What is the point here? That a chimp dressed up as a human, does not ever become a human! A chimp can never become a human unless his very bones, his fundamental skeletal structure changes. The chimp has a curved or bow of a back bone; we human have erect back bones! This fundamental difference makes us different, though from far we may ‘resemble’ each other.
True organisational transformation happen when the very bones…the skeletal structure is challenged and changed. When old paradigms and structures are questioned and replaced when needed. One can’t fool oneself or others by mere ‘dressing up’.

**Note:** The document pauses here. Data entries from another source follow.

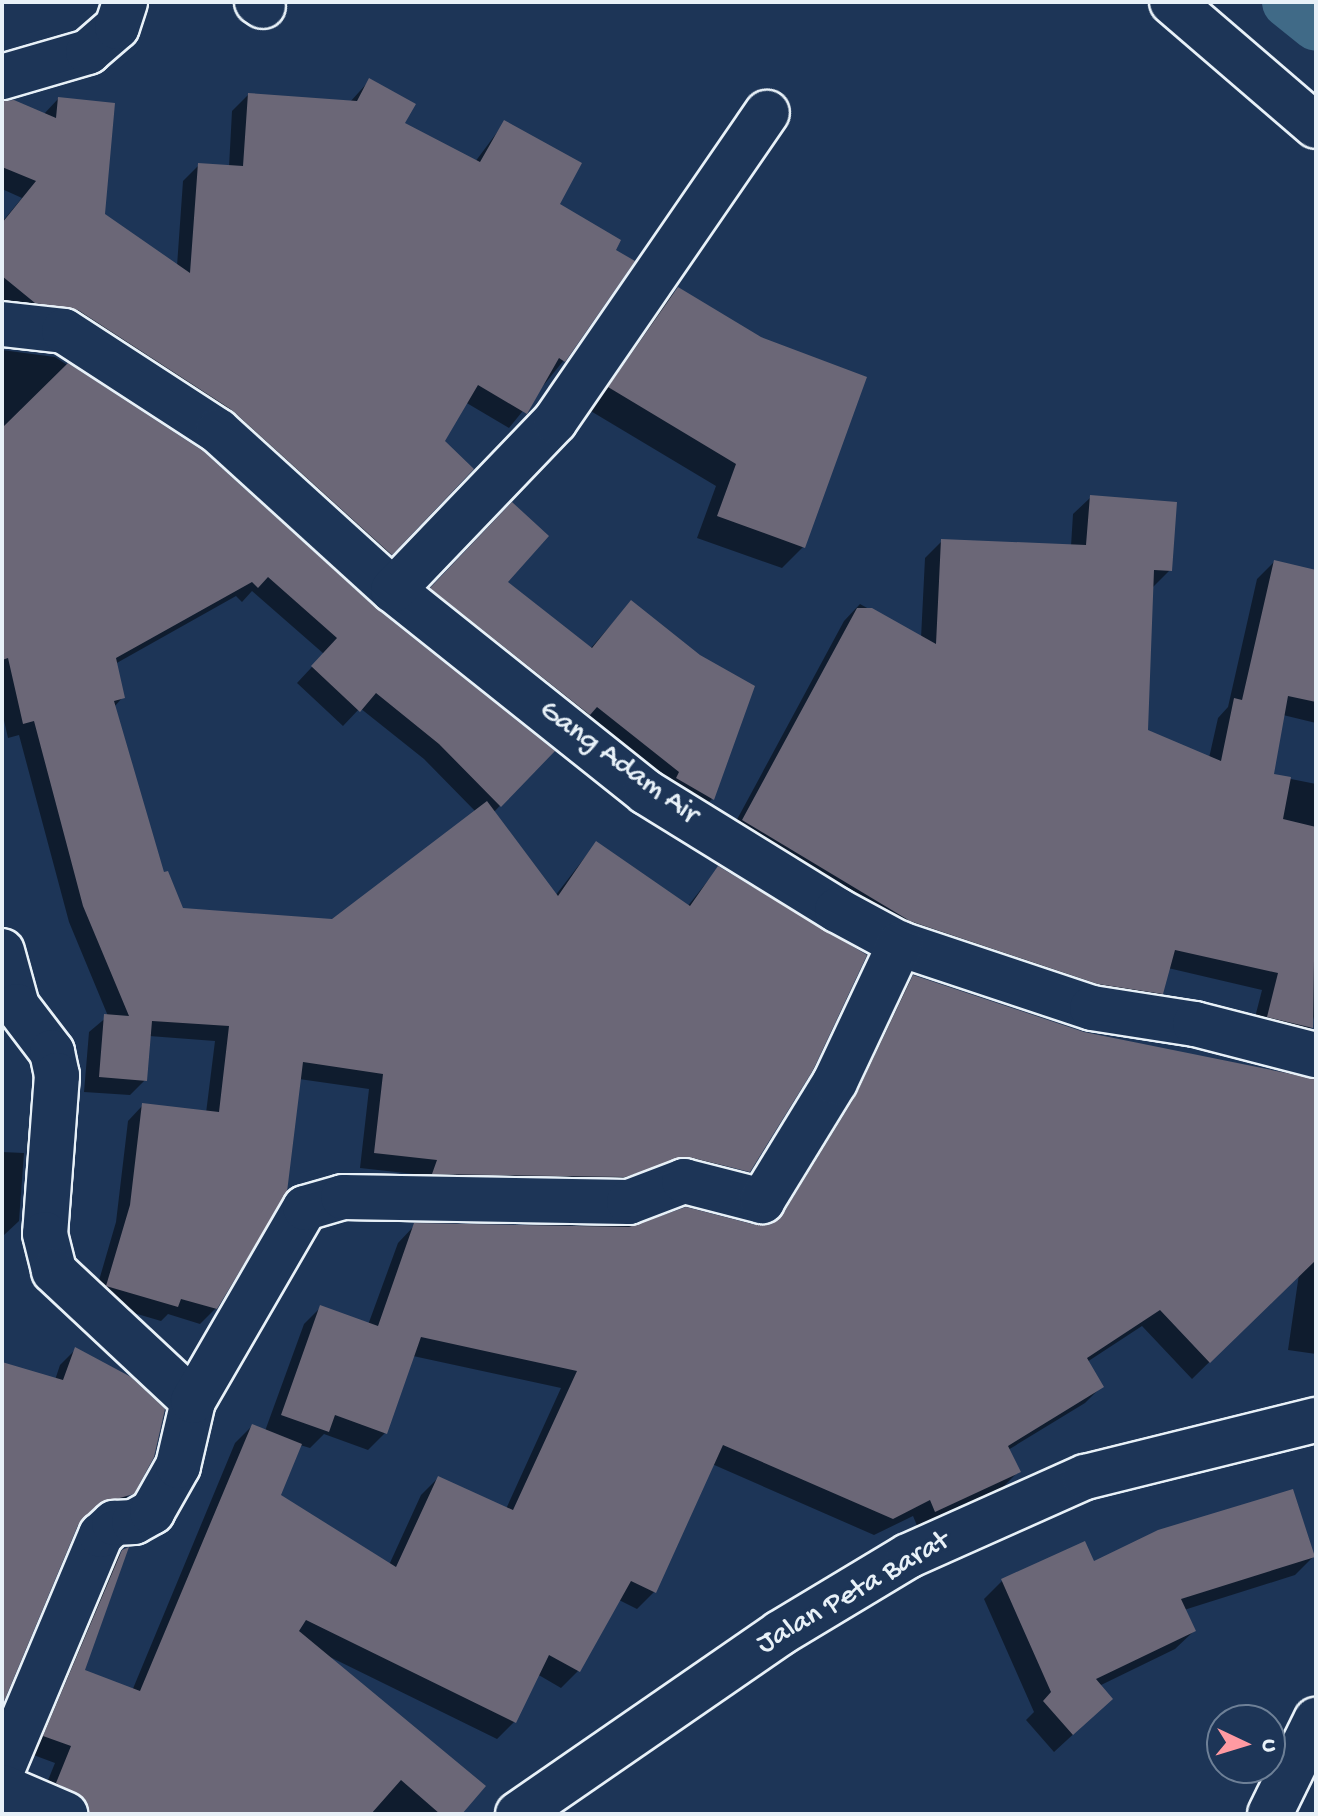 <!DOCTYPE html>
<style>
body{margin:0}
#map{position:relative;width:1318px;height:1816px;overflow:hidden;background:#1d3557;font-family:"Gochi Hand",sans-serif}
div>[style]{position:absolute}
.shadow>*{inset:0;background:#0007}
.canal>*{height:52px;margin:-26px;padding:0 26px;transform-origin:26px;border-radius:26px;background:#406a87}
.building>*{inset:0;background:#6b6777}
.roads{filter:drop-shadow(2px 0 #e8f1f8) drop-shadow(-2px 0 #e8f1f8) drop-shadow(0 2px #e8f1f8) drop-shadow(0 -2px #e8f1f8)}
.minor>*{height:44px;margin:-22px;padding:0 22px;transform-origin:22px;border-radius:22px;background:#1d3557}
.major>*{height:44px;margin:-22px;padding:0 22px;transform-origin:22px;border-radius:22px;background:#1d3557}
span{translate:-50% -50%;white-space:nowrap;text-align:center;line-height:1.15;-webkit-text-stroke:6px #1d3557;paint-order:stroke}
.street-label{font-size:30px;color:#e8f1f8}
.frame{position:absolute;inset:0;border:4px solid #e8f1f8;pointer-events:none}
.north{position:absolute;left:1206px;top:1704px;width:80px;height:80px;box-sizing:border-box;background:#1d3557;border:2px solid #6e8097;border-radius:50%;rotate:94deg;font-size:22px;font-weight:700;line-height:32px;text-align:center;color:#e8f1f8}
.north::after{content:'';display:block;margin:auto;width:28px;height:36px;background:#ff9aa2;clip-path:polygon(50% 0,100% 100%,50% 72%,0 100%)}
</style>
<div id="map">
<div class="shadow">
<i style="clip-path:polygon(369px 81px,402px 124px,475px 162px,504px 123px,557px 204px,564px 360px,509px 428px,465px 402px,442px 442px,471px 469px,375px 570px,216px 426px,2px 304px,2px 222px,22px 198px,2px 189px,2px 103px,43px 115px,58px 99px,103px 215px,177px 266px,183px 181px,199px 165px,229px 167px,232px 111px,248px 95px,350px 102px)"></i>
<i style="clip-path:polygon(678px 289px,803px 547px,782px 568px,697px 538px,716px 486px,589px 410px,656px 311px)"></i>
<i style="clip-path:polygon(evenodd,2px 350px,55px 357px,201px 452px,376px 611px,552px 751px,493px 813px,555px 896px,596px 843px,687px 907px,718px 868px,749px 1171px,679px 1156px,746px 1173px,733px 1187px,608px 1192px,418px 1188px,423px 1175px,360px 1168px,369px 1089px,299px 1079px,216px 1308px,200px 1324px,168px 1314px,161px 1321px,93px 1301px,116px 1222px,128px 1121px,143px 1105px,206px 1113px,215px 1041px,149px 1036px,145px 1080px,130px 1095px,84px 1092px,89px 1032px,108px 1016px,69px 922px,19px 735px,8px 738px,2px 712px,2px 350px,252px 591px,324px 654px,297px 683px,343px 726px,360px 708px,424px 759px,476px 812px,332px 921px,182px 909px,163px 875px,114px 707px,123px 697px,115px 664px,236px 596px,242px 602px,252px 591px)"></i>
<i style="clip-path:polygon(1091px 497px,1170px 570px,1152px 588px,1146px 731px,1209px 758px,1218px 718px,1228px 707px,1257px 579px,1274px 562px,1316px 572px,1316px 723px,1283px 715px,1271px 775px,1316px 784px,1316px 1010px,1311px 1027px,1294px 1044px,1251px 1033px,1262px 990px,1168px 968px,1161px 993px,1144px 1010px,893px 937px,727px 838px,844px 621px,860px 604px,921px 638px,925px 558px,942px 541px,1071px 546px,1073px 514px)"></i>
<i style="clip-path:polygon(493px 524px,505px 582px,590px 649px,631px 602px,712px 799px,693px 817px,413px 607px)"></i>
<i style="clip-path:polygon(evenodd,914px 977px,1087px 1035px,1316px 1079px,1316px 1354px,1288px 1350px,1299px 1274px,1192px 1379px,1142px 1326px,1087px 1362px,1102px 1386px,1085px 1403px,1008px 1450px,1018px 1472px,1001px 1489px,918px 1528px,913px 1516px,874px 1535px,712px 1464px,654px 1592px,637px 1609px,619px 1600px,578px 1671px,561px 1688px,537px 1674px,514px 1722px,497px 1739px,330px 1657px,459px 1814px,65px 1814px,40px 1800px,55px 1763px,28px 1753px,105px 1569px,123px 1551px,83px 1672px,132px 1691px,235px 1443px,252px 1426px,265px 1431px,304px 1324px,321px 1307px,368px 1325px,398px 1243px,415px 1225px,771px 1226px,840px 1114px,897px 994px,914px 977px,413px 1356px,561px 1388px,506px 1509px,438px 1478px,421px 1495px,389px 1565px,278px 1496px,300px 1445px,310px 1448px,324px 1434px,368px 1450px,385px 1433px,413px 1356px)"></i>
<i style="clip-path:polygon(2px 1152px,24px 1153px,19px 1221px,3px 1236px)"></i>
<i style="clip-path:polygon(76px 1349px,132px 1492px,116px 1508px,76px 1524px,2px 1700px,2px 1364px,55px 1380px,60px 1365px)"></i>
<i style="clip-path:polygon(1313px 1557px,1295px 1575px,1184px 1610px,1194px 1631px,1175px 1649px,1099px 1686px,1092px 1717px,1054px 1752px,1026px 1720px,1034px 1712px,984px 1599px,1002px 1581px,1093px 1564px)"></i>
</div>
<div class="canal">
<i style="left:1288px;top:2px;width:36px;rotate:39deg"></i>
</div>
<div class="building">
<i style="clip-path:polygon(369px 78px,416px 104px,405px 123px,480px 162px,504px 120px,582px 163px,560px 204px,621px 240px,616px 250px,635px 261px,565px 362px,559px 358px,527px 414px,478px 385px,445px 441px,474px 469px,392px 555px,232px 410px,78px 310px,35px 303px,2px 276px,2px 223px,36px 181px,2px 167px,2px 101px,14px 100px,56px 118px,58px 97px,115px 103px,105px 214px,190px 273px,198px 163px,243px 166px,248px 93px,357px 101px)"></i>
<i style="clip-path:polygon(678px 287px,761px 337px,867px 377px,805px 548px,717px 516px,736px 464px,608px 387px)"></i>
<i style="clip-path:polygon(68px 363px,203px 451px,377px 609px,555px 751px,501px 807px,439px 744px,376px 693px,360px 712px,311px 666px,337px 638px,268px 577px,258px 588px,252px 582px,116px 658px,125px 698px,114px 701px,164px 872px,168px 871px,183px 908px,332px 919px,487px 801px,558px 896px,596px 841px,690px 906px,718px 866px,867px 955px,813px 1070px,750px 1172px,689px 1157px,625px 1177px,432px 1174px,437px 1160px,374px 1153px,383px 1074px,303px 1062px,287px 1192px,217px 1309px,181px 1299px,178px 1307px,106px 1286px,130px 1205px,142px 1103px,219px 1112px,229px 1026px,152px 1021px,147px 1081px,99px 1077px,104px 1014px,129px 1016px,83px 906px,34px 721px,23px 724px,8px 658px,2px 660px,2px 428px)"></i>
<i style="clip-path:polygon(1090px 495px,1177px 502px,1172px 571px,1154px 570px,1148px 730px,1221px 761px,1234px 698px,1242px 700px,1274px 560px,1316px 570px,1316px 702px,1288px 696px,1274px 774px,1291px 777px,1283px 819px,1316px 827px,1313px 1028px,1267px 1017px,1278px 973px,1175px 950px,1163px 994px,1098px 984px,910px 921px,742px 820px,857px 608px,872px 608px,936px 644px,941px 539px,1086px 545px)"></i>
<i style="clip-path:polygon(512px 502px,549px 536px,508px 582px,592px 648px,631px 600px,700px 655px,755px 686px,714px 800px,676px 778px,679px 772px,597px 707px,590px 715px,430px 588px)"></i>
<i style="clip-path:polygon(913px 975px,1084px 1032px,1316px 1079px,1316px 1260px,1210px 1363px,1160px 1310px,1087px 1358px,1104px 1387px,1008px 1446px,1021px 1472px,935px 1512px,930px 1500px,893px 1519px,723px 1445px,656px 1593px,631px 1581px,580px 1672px,549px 1655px,516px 1723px,306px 1620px,299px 1631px,486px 1786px,462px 1814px,440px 1814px,401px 1780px,371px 1814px,90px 1814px,84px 1798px,56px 1783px,71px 1746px,43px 1736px,122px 1550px,129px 1547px,85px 1670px,140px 1691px,252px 1424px,302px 1444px,281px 1495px,396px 1567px,438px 1476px,513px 1510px,577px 1371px,421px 1337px,387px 1434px,335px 1415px,329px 1432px,281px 1415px,320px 1305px,378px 1326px,414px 1223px,629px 1227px,686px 1207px,756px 1225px,772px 1224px,783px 1214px,856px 1095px)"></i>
<i style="clip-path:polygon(75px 1347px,131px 1377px,165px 1409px,154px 1457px,134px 1494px,98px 1504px,78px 1525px,2px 1706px,2px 1362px,63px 1380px)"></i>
<i style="clip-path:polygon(1293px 1489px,1315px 1557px,1181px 1599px,1196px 1631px,1096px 1679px,1113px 1699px,1073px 1735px,1043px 1701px,1051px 1692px,1001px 1579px,1085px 1541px,1094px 1561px,1158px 1530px)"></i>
</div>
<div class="roads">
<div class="minor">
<i style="left:257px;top:2px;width:7px;rotate:34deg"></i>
<i style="left:1172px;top:2px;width:190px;rotate:40.7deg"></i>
<i style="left:2px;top:77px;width:90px;rotate:-16.2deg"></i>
<i style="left:88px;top:52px;width:38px;rotate:-41deg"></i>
<i style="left:117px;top:27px;width:26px;rotate:-72deg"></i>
<i style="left:2px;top:324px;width:62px;rotate:6.4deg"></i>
<i style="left:64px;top:331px;width:184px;rotate:33deg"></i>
<i style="left:218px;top:431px;width:236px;rotate:42.3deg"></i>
<i style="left:393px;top:590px;width:324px;rotate:38.6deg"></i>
<i style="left:646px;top:792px;width:225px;rotate:31.7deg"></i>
<i style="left:837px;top:910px;width:72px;rotate:28.4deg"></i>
<i style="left:900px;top:944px;width:202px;rotate:18.4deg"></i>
<i style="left:1092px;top:1008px;width:104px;rotate:8.8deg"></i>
<i style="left:1195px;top:1024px;width:125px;rotate:14.4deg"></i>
<i style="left:393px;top:590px;width:234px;rotate:-46.2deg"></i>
<i style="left:555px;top:421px;width:374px;rotate:-55.5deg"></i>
<i style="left:2px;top:951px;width:57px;rotate:74.7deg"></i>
<i style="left:17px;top:1006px;width:58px;rotate:52.7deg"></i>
<i style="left:52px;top:1052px;width:24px;rotate:78deg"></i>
<i style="left:57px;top:1075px;width:159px;rotate:94.3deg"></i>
<i style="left:45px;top:1234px;width:38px;rotate:76deg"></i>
<i style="left:54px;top:1271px;width:190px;rotate:43.1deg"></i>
<i style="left:2px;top:1770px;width:255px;rotate:-67.2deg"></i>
<i style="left:101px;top:1535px;width:18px;rotate:-43deg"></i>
<i style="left:114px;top:1523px;width:20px;rotate:-3deg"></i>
<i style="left:134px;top:1522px;width:21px;rotate:-29deg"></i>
<i style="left:152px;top:1512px;width:53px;rotate:-60.5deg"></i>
<i style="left:178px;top:1466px;width:67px;rotate:-77deg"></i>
<i style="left:193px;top:1401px;width:223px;rotate:-59.9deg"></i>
<i style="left:305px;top:1208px;width:40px;rotate:-16deg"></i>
<i style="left:343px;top:1197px;width:286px;rotate:1deg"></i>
<i style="left:629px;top:1202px;width:59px;rotate:-20.9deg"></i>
<i style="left:684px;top:1181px;width:81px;rotate:14.4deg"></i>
<i style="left:762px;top:1201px;width:140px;rotate:-58.5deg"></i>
<i style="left:835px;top:1082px;width:153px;rotate:-64.8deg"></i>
<i style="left:2px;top:1787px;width:69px;rotate:23.2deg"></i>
<i style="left:1270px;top:1814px;width:105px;rotate:-63.9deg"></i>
</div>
<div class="major">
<i style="left:518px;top:1814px;width:318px;rotate:-34.6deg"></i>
<i style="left:780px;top:1633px;width:149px;rotate:-31deg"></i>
<i style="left:908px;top:1556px;width:194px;rotate:-24.1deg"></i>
<i style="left:1085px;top:1477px;width:238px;rotate:-13.9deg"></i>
</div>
</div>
<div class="street-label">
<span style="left:618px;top:764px;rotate:36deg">Gang Adam Air</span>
<span style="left:854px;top:1594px;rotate:-30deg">Jalan Peta Barat</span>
</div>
<div class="frame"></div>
<div class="north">U</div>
</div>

Sadly, this is often the case within many organisations that adopt Lean / 6 Sigma or any other transformation approach. This applies to manufacturing or transformation related to operations as in Lean / Lean Sigma or similar implementation. Often organisations start with tools – 5s, SMED, AM, Cellular Layouts, etc, – that are launched and implemented with encouraging results, but many a times the efforts start and end with these tools. These tools are a means to an end. The end being sustainable growth and profits. Never ever can a disjointed, tool-focused approach truly be considered as organisational transformation; we do get enthused by book like The Toyota Way, which does offer more than a peep into Toyota’s culture transformation under way since some many decades (they say it is still work in progress! Kaizen). But not many of us are able to appreciate the deep organisation cultural transformation which drives everything else.
This is what Imai san says is true Kaizen…everyday, everyone, everywhere Kaizen ….continual improvement. It is not few people, few days, few places. While tools drive improvements, it is how one builds the underlying cultural transformation that is the key. From the Kaizen Management System (KMS) perspective, culture is an outcome that comes by staying focused on three key elements:
(a) system and model for change within the organisation
(b) building skills/capability across the board to learn and drive change
(c) coupled with setting clear goals, an audit mechanism linked to performance management.
It is this judicious combination of these three elements that powers true transformation, which in turn, powers sustenance of a Kaizen culture within any organization.
As one perfects the tools of change, one should not loose sight on the cultural aspects as mentioned above. There is no meaning in fooling ourselves or other stake holders, by calling a ‘dressed up’ chimp as a homo sapien! The message is clear….apply tools, but address the culture.
In Imai san’s words….LEAN or 6 Sigma is the outcome, whereas Kaizen is the process that drives these outcomes. We got down to dinner that night, with these words swirling around in our minds, like the bubbles in our fizzy drinks.